Robots are becoming more commonplace in today’s warehouses, and within the next decade they’ll become smarter and more specialized.

It’s been said that in ten years, robots will be as common as cell phones. While the thought of commonplace robots may sound like science fiction, the idea is anything but far-fetched. In fact, within the last few years, robots have already become commonplace within several warehouses worldwide.

According to recent research there were an estimated 40,000 robots shipped worldwide for warehouse roles in 2016. This is expected to increase to 620,000 in 2021 (1).  

While not every warehouse has a robot tending to their stock, many see them as the next step in warehouse innovation.

So what could a robot do in our warehouses during the next ten years?


The biggest players in the warehouse industry are already deploying robots to handle tasks that humans simply can’t. Amazon and Google are known for their robotic warehouse assistants that move heavy pallets and shelving rigs, independent of human help.

Ford is using robots to assist its human workers. They cooperate by lifting and providing heavy materials that their human coworker cannot. The human worker then handles precise issues that require judgement that robots are not yet capable of (2).

Credit: Ennomotive


Instead of merely handling repetitive tasks, robots are getting better at making smart decisions. However, to do this they need to be able to decipher the differences between products.

TORU robots have enhanced “vision”, or the capability to see items in 2 and 3-D (3). This enables them to read barcodes, understand depth and detect space available on shelving racks.



For optimal functionality, robot technology must be flexible. After all, warehouse managers need to be able to regularly adjust the layout of their store without reprogramming their robots each time.

Invia robots are able to achieve this. They use a combination of visual guidance and artificial intelligence to literally learn as they work. The robot adapts to the warehouse on a constant basis (4).

By means of its connection with the cloud, robots feed vital information back to management software. This is valuable to the supply chain as a whole by allowing it to work more seamlessly.



The Robotic Management System (RMS) is a typical robotic picking system (5). This management system organizes multiple robots to ensure they work together in an organized fashion. As part of this, they are specialized to perform specific duties allowing them to work together to perform larger tasks.
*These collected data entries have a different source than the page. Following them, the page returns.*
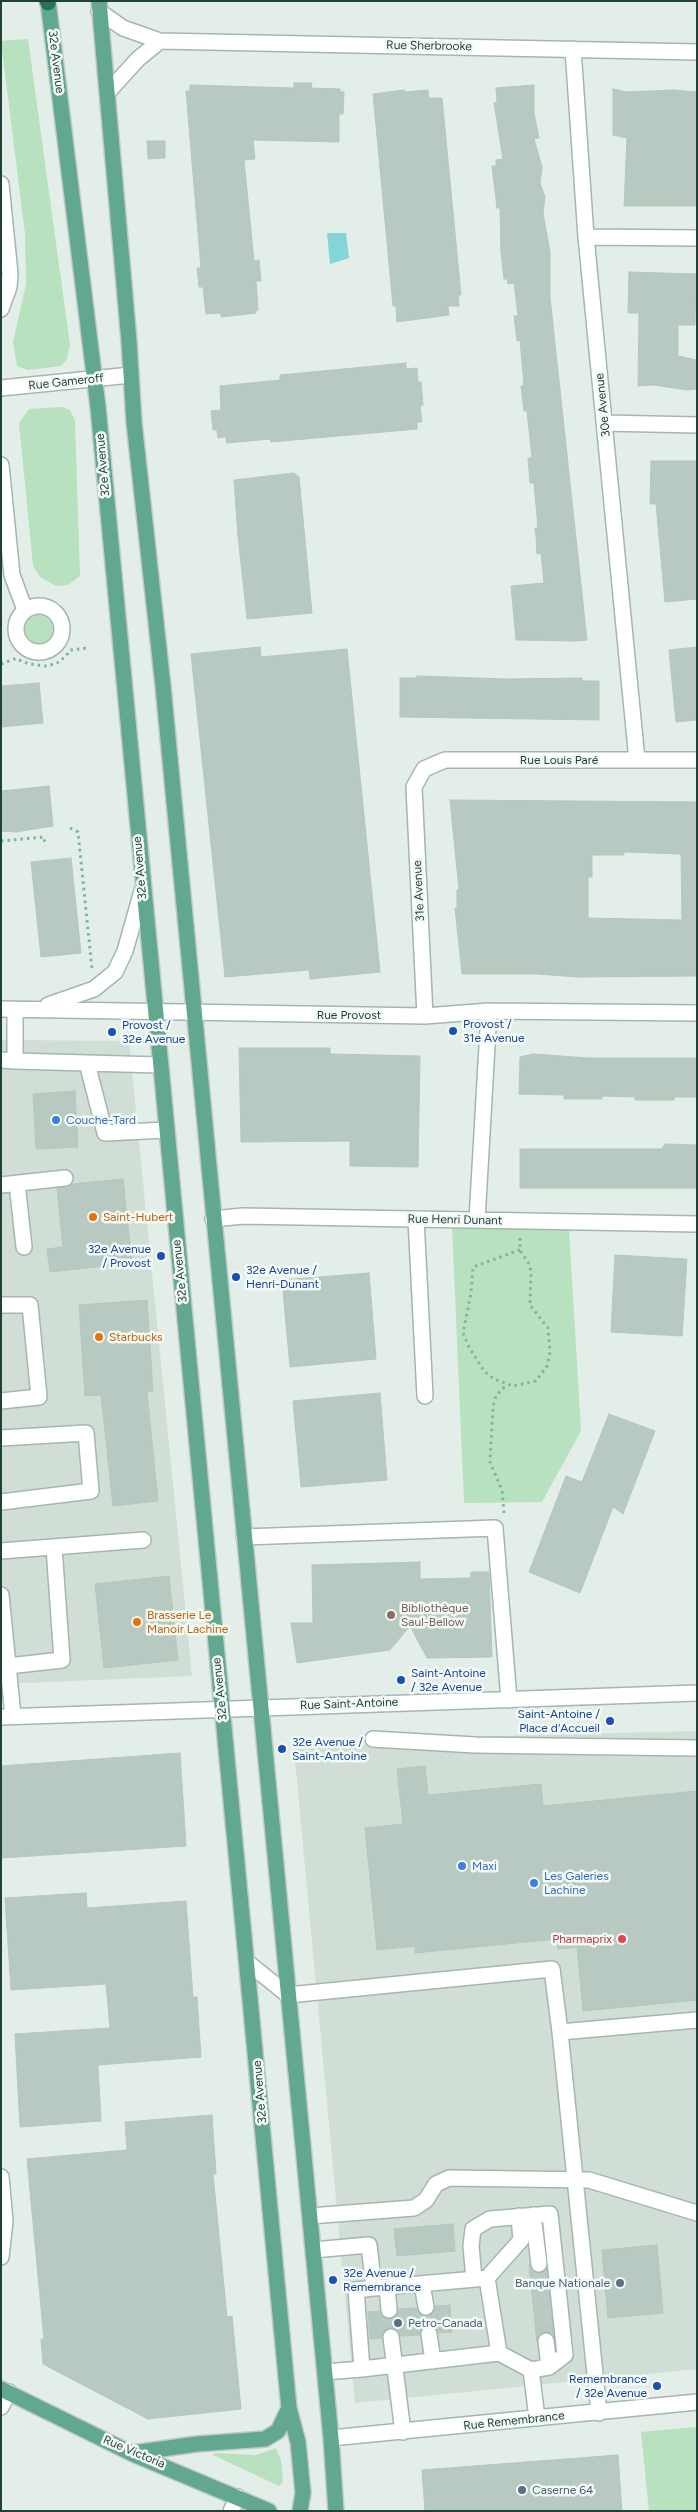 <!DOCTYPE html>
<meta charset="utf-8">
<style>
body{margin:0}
#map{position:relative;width:698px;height:2512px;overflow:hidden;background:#e2eee7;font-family:Figtree,sans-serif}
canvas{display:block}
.frame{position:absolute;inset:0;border:2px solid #204135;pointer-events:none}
</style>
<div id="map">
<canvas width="698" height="2512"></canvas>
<div class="frame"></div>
</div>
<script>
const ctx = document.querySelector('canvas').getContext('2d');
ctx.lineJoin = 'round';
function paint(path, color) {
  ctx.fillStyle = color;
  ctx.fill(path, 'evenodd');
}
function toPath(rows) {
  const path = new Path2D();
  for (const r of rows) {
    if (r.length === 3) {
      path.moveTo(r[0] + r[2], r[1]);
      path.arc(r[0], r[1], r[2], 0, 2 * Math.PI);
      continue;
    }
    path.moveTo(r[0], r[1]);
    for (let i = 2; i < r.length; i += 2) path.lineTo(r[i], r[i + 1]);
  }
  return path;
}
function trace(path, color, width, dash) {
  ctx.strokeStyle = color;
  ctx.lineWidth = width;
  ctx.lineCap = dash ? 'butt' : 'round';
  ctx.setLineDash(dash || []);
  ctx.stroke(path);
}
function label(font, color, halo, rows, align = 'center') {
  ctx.font = font + ' Figtree,sans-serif';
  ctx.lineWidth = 5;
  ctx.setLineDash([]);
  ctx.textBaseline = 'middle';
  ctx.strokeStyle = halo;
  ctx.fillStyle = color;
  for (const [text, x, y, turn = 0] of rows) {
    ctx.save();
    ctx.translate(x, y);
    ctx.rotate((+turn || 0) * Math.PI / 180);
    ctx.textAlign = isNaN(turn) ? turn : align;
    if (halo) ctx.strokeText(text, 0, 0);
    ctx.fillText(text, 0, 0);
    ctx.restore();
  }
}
paint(toPath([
 [1,1040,129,1041,192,1676,1,1684],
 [697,1731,697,2369,355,2403,294,1749,498,1736]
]), '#d0ded6');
paint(toPath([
 [28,39,70,345,67,359,61,366,28,370,17,366,13,342,26,284,25,234,1,41],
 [62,407,70,410,75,421,80,576,68,585,56,586,40,577,33,566,19,423,29,409],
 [39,629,14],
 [452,1226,569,1229,581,1431,542,1502,464,1503],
 [697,2427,697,2511,649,2511,641,2432],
 [276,2448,281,2460,283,2482,279,2486,213,2455,215,2453,256,2455]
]), '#b8e1c0');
paint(toPath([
 [327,233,346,233,349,258,330,264]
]), '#84d4d9');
const building = toPath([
 [294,83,312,83,311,88,340,89,340,92,344,92,343,114,339,114,339,142,253,140,255,159,244,160,254,261,259,260,261,281,256,281,258,310,256,310,256,313,221,317,221,313,206,314,203,287,199,287,197,268,201,268,186,91,190,91,190,85,294,88,294,83],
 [534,85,534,113,539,138,534,139,542,167,540,183,545,197,543,213,550,252,550,297,587,640,575,641,516,640,511,586,544,583,541,553,537,554,536,536,535,528,538,528,534,483,530,483,528,458,532,458,527,411,524,411,521,386,524,386,520,340,517,341,515,324,514,316,518,316,514,283,508,284,507,279,504,279,501,252,500,208,497,208,492,166,496,166,496,160,503,159,494,103,497,102,496,88,534,85],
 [613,89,627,92,673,90,697,92,697,206,624,206,627,138,613,135,613,89],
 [404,90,405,92,428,90,429,98,442,98,461,295,458,295,459,306,448,306,449,315,397,322,396,306,393,306,373,94,404,90],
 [147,141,165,141,165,158,148,159,147,141],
 [629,272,696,274,695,325,678,325,678,356,697,360,697,389,687,390,654,385,638,386,639,313,628,313,629,272],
 [406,363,406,369,417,368,418,382,421,382,423,405,420,406,422,422,417,422,417,429,271,442,270,439,227,443,226,437,218,438,217,430,213,430,211,411,221,410,220,386,280,380,280,375,406,363],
 [651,461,697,461,697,599,665,602,656,504,650,504,651,461],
 [294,473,299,477,312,613,247,619,238,536,234,480,294,473],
 [260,647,261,657,347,649,380,972,310,979,309,970,225,977,191,654,260,647],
 [697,647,697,720,676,722,669,650,697,647],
 [417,676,507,679,582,678,582,681,599,681,599,720,400,717,400,678,417,678,417,676],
 [39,683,43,723,1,727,1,686,39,683],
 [49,786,53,826,16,832,1,831,1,791,49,786],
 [450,800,697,802,697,976,578,977,538,974,462,974,455,908,457,908,457,890,459,890,450,800],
 [624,852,681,854,682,920,588,918,588,877,592,877,592,855,624,855,624,852],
 [71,858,81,953,41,957,31,862,71,858],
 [239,1048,330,1048,330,1054,420,1056,418,1167,350,1166,350,1141,241,1142,239,1048],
 [533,1054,589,1058,697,1058,697,1097,674,1097,674,1100,635,1100,635,1097,602,1096,602,1099,564,1099,564,1095,519,1094,520,1057,533,1054],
 [75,1091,78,1147,36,1149,33,1094,75,1091],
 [665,1144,697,1145,697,1188,520,1188,520,1149,662,1149,665,1144],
 [123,1179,132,1263,50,1272,47,1249,63,1247,57,1188,72,1184,123,1179],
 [615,1255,687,1259,682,1336,611,1332,615,1255],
 [369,1273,376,1359,290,1367,282,1280,369,1273],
 [147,1300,153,1391,147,1392,158,1501,113,1506,101,1395,85,1396,79,1305,147,1300],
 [380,1393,387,1480,301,1487,293,1401,380,1393],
 [609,1414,655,1431,623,1514,613,1507,580,1593,529,1572,566,1476,582,1482,609,1414],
 [420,1562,420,1579,471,1578,471,1572,489,1572,492,1657,427,1658,410,1626,390,1650,297,1663,291,1623,313,1623,312,1565,420,1562],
 [169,1576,178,1660,104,1668,95,1584,169,1576],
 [180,1753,186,1846,1,1858,1,1766,180,1753],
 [425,1766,428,1795,541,1784,543,1806,697,1791,697,2000,583,2011,577,1947,558,1949,557,1939,415,1953,415,1946,377,1950,365,1828,403,1824,397,1769,425,1766],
 [86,1893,87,1908,186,1901,193,1997,197,1997,201,2057,98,2065,101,2121,20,2127,15,2034,110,2028,106,1984,11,1990,5,1898,86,1893],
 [212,2115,216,2174,213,2174,227,2317,232,2316,241,2409,148,2419,43,2364,41,2339,44,2339,27,2159,127,2150,125,2122,212,2115],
 [453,2224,455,2251,397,2256,394,2229,453,2224],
 [657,2245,663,2313,608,2318,602,2250,657,2245],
 [529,2265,536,2273,541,2273,546,2269,554,2335,544,2332,538,2337,537,2342,529,2265],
 [450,2305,452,2332,438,2333,436,2328,428,2325,423,2327,420,2335,400,2336,398,2331,390,2328,385,2330,382,2338,370,2339,368,2312,380,2311,385,2318,390,2319,397,2314,398,2309,417,2308,419,2313,427,2316,432,2314,435,2306,450,2305],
 [618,2455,622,2511,425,2511,422,2470,618,2455]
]);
paint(building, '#b7c9c0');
trace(building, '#b3c8be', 1);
trace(toPath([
 [539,2264,546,2341],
 [426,2307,429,2334],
 [389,2310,391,2337]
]), '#bbcbc3', 15, [15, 8]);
const minor = toPath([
 [99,11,123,28,160,41,697,52],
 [573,49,586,237,637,760],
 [107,93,138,59,160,41],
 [1,184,10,274,9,287,1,309],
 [586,237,697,238],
 [1,388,131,375],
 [604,423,697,425],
 [1,465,12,575,25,610],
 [39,629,23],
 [48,1005,94,989,115,972,125,951,142,891],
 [1,1009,425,1016,489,1011,697,1013],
 [425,1016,414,787,424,769,445,760,697,760],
 [1,1060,15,1061,15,1009],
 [15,1061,159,1065],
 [87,1063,105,1133,166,1130],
 [17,1183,24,1247],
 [1,1185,65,1178],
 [213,1219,243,1216,697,1224],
 [416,1219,425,1396],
 [477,1220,489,1011],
 [1,1305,30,1305,39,1397,1,1401],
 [1,1438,86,1433,91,1491,1,1502],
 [244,1537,495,1528,509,1700],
 [1,1551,143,1540],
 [1,1595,13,1716],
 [8,1666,62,1660,54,1547],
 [1,1717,697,1693],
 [373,1739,475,1745,697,1748],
 [247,1962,288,1995,552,1969,560,2032,697,2020],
 [560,2032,599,2413],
 [1,2177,5,2221,1,2257],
 [533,2215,539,2264],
 [310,2216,414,2208,426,2200,436,2184,449,2178,589,2180,697,2213],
 [313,2250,369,2245,374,2288,487,2278,499,2353,531,2370,537,2418],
 [487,2278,521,2240,519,2216],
 [474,2279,471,2246,473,2229,490,2219,550,2214,565,2355,549,2367,531,2370],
 [422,2284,426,2307],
 [387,2287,389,2310],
 [429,2334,433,2361],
 [391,2337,403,2432],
 [546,2341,549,2367],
 [362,2369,499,2353],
 [325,2372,362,2369,356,2290,374,2288],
 [1,2407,9,2392],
 [331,2438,697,2402],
 [231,2511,238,2497]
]);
const major = toPath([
 [48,1,98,407,289,2408,298,2442,303,2493,300,2511],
 [99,1,129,341,134,422,163,686,331,2438,336,2511],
 [1,2389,133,2454,269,2511],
 [133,2453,197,2444,265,2439,278,2431,289,2408]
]);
const highway = toPath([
 [47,1,48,3]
]);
trace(minor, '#a4b7ae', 18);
trace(major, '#c1cac6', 18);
trace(highway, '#c1cac6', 18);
trace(toPath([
 [19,660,29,664,45,666,56,664,66,656,70,650,87,648],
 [1,664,17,658],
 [70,828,78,832,92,969],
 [1,841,44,837,45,846],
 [520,1250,473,1267,471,1293,463,1333,469,1347,484,1371,494,1379,513,1386,536,1381,547,1366,550,1352,548,1328,530,1305,531,1271,529,1264,520,1250,520,1236],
 [504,1513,502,1490,490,1462,493,1406,496,1396,506,1385]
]), '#7fb59f', 3, [2.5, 4]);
trace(minor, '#fff', 15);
trace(major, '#61a88f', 15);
trace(highway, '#28715b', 15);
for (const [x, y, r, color] of [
 [453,1031,5,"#1a4fb4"],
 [112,1032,5,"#1a4fb4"],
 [56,1120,5,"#3f7fe0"],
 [93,1217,5,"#e8710a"],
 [161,1256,5,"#1a4fb4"],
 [236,1277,5,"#1a4fb4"],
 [99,1337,5,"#e8710a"],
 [391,1615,5,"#8d6e63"],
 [137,1622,5,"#e8710a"],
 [401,1680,5,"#1a4fb4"],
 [610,1721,5,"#1a4fb4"],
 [282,1749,5,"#1a4fb4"],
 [462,1866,5,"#3f7fe0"],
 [534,1883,5,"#3f7fe0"],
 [622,1939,5,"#e0444e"],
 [333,2280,5,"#1a4fb4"],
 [620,2283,5,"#5c6f8a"],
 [398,2323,5,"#5c6f8a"],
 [657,2386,5,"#1a4fb4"],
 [522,2490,5,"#5c6f8a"]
]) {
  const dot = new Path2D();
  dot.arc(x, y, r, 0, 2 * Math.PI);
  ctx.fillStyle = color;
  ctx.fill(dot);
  trace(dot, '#f3faf6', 2);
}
label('12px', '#204135', '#f3faf6', [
 ["Rue Sherbrooke",429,46,1],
 ["32e Avenue",56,62,83],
 ["Rue Gameroff",66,382,-6],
 ["30e Avenue",603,405,-96],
 ["32e Avenue",103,465,-95],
 ["Rue Louis Paré",559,760],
 ["32e Avenue",140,868,-95],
 ["31e Avenue",419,891,-93],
 ["Rue Provost",349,1015],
 ["Rue Henri Dunant",455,1220,1],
 ["32e Avenue",180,1271,-96],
 ["32e Avenue",220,1689,-96],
 ["Rue Saint-Antoine",349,1704,-2],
 ["32e Avenue",260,2092,-95],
 ["Rue Remembrance",514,2421,-6],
 ["Rue Victoria",134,2452,23]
]);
label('12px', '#164399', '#f3faf6', [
 ["Provost /",463,1024],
 ["31e Avenue",463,1038],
 ["Provost /",122,1025],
 ["32e Avenue",122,1039],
 ["32e Avenue",151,1249,"right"],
 ["/ Provost",151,1263,"right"],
 ["32e Avenue /",246,1270],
 ["Henri-Dunant",246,1284],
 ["Saint-Antoine",411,1673],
 ["/ 32e Avenue",411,1687],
 ["Saint-Antoine /",600,1714,"right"],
 ["Place d'Accueil",600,1728,"right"],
 ["32e Avenue /",292,1742],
 ["Saint-Antoine",292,1756],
 ["32e Avenue /",343,2273],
 ["Remembrance",343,2287],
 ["Remembrance",647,2379,"right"],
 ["/ 32e Avenue",647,2393,"right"]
], 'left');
label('12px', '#366cbe', '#f3faf6', [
 ["Couche-Tard",66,1120],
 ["Maxi",472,1866],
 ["Les Galeries",544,1876],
 ["Lachine",544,1890]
], 'left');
label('12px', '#c56008', '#f3faf6', [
 ["Saint-Hubert",103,1217],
 ["Starbucks",109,1337],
 ["Brasserie Le",147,1615],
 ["Manoir Lachine",147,1629]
], 'left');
label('12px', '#785e54', '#f3faf6', [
 ["Bibliothèque",401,1608],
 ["Saul-Bellow",401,1622]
], 'left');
label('12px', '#be3a42', '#f3faf6', [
 ["Pharmaprix",612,1939]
], 'right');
label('12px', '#4e5e75', '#f3faf6', [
 ["Banque Nationale",610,2283,"right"],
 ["Petro-Canada",408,2323],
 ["Caserne 64",532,2490]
], 'left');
</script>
Sound expensive? On the contrary, the RMS offers an innovative pricing structure based on each “pick”. In some locations, the price of each pick could be calculated as up to 80 cents. Under RMS, that price drops to as low as 10 cents per pick, offering a substantial price reduction.

While this technology is still growing, warehouse owners are starting to see that this technology will be more affordable than ever during the next decade.


The term robot can be used to describe a technology that performs repetitive tasks. However, as the technology progresses, their skills will be used in varied capacities. They may be re-tooled, and even learn from their surroundings to improve their skill levels.

Robotic assistance is particularly seen as a method of reducing labor costs. Not only do robots require limited training, they can be scaled up or down according to the needs of the organization. Upscaled during seasonal highs, down scaled during lows (6).

As an added plus, they allow human workers to focus on more intricate tasks. They will not have to spend as much time on menial tasks so they can focus on creating smarter warehousing strategies.

Large companies everywhere are deploying robots to pick, pack and replenish their warehouse storage space. Smaller companies are coming on board to use the same technology at scale.

Robotic warehouse technologies are becoming affordable and are not going away. Furthermore, sophisticated technology means robots won’t have to rely solely on their internal software. They will be built with a “mathematical framework” that “allows a robot to interact with its surroundings intelligently because [they] would know the outcomes of its actions and be fully situationally aware (for example, a robot walking through a crowd and avoiding dangerous obstacles like potholes or incoming traffic)” (7).

Warehouses eager to become leaders in technology should look to robots for the possibilities they’ll offer during the next ten years.